A avaliação interna é que o ex-presidente Gilberto Waller foi importante para organizar a instituição após o escândalo de desvios de aposentadorias e pensões. Contudo, ele não teria conseguido solucionar o problema das filas, por não ser um especialista na área.
Mudança na Previdência
A substituição no comando do INSS foi defendida pelo ministro da Previdência Social, Wolney Queiroz. A equipe do presidente Luiz Inácio Lula da Silva entende que é preciso reagir rapidamente a fatores que desgastam a imagem do governo, especialmente com a proximidade da campanha eleitoral.
Promessa de campanha e realidade
O presidente Lula havia prometido durante sua campanha em 2022 o fim das filas, mas o problema se agravou.

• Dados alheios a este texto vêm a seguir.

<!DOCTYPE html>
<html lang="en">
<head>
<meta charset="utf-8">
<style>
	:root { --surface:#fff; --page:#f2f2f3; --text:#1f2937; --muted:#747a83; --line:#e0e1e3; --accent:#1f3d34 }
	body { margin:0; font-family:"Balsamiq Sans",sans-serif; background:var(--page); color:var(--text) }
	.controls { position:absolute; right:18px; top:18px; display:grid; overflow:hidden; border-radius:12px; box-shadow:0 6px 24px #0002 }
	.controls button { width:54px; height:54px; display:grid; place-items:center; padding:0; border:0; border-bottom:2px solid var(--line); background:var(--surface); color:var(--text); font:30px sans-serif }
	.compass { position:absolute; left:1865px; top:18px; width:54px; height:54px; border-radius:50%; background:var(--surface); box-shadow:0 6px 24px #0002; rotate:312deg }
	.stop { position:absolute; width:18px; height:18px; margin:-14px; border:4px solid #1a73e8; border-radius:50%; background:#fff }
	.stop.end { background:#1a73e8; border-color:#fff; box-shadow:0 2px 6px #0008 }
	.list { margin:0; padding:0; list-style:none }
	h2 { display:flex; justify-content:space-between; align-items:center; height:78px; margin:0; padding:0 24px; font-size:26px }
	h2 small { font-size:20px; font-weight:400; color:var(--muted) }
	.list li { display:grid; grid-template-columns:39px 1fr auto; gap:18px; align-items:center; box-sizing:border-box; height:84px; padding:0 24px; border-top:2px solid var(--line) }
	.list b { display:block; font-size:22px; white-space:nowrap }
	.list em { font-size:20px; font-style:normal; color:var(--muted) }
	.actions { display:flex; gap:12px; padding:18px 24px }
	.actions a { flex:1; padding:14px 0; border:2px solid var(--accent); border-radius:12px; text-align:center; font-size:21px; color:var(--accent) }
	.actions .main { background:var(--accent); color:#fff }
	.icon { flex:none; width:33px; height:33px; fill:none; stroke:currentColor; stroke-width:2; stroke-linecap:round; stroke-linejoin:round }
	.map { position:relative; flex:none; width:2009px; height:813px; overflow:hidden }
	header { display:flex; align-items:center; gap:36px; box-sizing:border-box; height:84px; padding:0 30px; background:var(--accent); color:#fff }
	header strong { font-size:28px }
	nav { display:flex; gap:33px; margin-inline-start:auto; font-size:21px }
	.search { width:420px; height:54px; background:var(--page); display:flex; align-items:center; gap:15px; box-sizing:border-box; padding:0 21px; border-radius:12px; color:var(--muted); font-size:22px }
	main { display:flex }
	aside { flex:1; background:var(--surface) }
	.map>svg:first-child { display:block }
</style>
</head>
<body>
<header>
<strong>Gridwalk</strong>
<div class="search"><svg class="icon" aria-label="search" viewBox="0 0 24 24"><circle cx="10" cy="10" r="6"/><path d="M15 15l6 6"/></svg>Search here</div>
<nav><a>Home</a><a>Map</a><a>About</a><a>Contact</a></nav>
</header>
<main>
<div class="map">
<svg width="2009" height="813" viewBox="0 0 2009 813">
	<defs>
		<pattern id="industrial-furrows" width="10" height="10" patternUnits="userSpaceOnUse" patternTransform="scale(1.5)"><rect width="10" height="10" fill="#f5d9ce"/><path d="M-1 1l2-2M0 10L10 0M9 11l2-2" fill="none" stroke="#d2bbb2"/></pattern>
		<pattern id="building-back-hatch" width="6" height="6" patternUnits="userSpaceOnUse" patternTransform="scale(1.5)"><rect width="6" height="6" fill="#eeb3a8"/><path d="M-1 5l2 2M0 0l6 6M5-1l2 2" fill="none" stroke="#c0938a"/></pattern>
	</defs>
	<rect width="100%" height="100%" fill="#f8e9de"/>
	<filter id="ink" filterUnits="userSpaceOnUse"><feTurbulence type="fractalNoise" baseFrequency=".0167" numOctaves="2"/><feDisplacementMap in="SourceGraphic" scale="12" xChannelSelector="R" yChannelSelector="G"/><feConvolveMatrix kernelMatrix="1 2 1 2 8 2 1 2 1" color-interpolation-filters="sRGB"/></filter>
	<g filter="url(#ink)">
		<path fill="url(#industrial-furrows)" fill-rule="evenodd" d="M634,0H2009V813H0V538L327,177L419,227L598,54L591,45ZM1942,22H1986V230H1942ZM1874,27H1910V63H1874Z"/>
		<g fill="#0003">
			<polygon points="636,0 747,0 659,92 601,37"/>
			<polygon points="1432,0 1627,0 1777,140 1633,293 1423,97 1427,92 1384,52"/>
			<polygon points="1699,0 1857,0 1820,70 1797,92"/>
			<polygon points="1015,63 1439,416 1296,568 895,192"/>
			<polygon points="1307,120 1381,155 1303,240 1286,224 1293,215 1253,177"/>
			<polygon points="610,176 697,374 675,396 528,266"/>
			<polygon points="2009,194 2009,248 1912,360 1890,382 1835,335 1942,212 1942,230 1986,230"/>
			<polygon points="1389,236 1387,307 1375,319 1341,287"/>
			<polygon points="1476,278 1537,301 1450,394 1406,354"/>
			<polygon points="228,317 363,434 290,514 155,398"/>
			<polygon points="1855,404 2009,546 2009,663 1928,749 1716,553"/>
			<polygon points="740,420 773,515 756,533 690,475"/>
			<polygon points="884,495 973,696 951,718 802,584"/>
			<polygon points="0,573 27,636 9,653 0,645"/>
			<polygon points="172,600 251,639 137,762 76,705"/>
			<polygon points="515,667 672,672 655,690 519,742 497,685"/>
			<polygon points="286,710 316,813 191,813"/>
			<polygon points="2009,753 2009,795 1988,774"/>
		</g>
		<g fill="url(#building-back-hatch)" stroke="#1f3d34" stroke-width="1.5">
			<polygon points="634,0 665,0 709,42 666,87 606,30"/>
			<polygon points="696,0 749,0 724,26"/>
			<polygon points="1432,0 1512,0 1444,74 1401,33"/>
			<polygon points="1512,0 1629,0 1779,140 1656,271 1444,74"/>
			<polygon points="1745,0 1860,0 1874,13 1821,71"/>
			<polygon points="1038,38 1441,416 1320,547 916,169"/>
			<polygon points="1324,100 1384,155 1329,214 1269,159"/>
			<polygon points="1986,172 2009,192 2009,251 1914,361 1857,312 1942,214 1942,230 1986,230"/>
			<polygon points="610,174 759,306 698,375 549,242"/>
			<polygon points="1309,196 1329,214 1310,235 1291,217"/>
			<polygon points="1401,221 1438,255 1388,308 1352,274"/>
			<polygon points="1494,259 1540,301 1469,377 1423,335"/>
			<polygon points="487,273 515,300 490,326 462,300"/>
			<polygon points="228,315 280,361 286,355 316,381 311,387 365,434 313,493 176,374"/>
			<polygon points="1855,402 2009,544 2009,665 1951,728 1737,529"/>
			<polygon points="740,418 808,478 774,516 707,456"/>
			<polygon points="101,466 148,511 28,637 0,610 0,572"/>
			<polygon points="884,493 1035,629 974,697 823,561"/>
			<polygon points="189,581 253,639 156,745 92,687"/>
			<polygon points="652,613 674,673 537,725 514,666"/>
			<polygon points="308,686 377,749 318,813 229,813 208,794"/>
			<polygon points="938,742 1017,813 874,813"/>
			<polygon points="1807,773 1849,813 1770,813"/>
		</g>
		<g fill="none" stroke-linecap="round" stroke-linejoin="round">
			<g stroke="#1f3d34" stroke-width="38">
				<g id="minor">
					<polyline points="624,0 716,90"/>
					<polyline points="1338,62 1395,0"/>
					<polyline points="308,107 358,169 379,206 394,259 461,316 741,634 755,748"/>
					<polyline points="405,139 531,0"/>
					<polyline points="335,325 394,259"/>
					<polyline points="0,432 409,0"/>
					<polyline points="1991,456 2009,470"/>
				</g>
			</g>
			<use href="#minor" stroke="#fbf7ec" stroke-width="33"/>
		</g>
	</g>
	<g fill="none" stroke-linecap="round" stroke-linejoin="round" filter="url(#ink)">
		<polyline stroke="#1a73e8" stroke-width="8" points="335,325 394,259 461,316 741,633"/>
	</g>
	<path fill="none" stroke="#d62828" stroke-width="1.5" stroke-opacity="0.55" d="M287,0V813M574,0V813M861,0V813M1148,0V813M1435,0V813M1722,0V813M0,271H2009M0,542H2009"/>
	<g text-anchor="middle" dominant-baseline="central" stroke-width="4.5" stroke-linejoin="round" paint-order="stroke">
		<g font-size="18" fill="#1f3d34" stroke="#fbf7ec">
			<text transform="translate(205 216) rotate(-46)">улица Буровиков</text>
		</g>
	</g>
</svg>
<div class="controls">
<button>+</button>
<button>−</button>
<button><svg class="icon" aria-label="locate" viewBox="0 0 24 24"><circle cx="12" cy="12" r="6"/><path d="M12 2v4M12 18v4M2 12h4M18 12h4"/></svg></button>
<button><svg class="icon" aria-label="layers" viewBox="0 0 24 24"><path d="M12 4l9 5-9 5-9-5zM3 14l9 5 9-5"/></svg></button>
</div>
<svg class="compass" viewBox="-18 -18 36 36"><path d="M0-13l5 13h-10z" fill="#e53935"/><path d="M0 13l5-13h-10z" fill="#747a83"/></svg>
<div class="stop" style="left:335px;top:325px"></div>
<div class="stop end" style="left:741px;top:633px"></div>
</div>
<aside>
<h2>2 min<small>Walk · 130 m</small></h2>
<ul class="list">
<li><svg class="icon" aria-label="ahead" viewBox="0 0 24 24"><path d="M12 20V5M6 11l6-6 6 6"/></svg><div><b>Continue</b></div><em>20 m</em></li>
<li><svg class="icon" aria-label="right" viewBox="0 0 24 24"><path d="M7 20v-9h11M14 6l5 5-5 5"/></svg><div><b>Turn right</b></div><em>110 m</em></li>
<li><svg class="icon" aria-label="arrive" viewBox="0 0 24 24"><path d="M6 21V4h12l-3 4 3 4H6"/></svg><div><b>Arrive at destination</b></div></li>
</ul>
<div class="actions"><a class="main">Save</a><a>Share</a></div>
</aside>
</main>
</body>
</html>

O Palácio do Planalto percebe um duplo desgaste: o escândalo de desvios de dinheiro de aposentados e pensionistas e o aumento das filas para acesso aos serviços.
Nova gestão para agilizar serviços
A nova presidente do INSS, Ana Cristina Silveira, é vista como uma profissional com experiência para agilizar os serviços e reduzir o tempo de espera. Antes de assumir a presidência, ela atuava como secretária-executiva adjunta do Ministério da Previdência Social.
Gilberto Waller Júnior havia sido nomeado presidente do instituto em abril do ano passado, em meio a um escândalo de fraudes na Previdência Social. Sua nomeação ocorreu uma semana após a deflagração de uma operação que revelou um esquema de desvios por meio de descontos indevidos em benefícios de aposentados e pensionistas do INSS.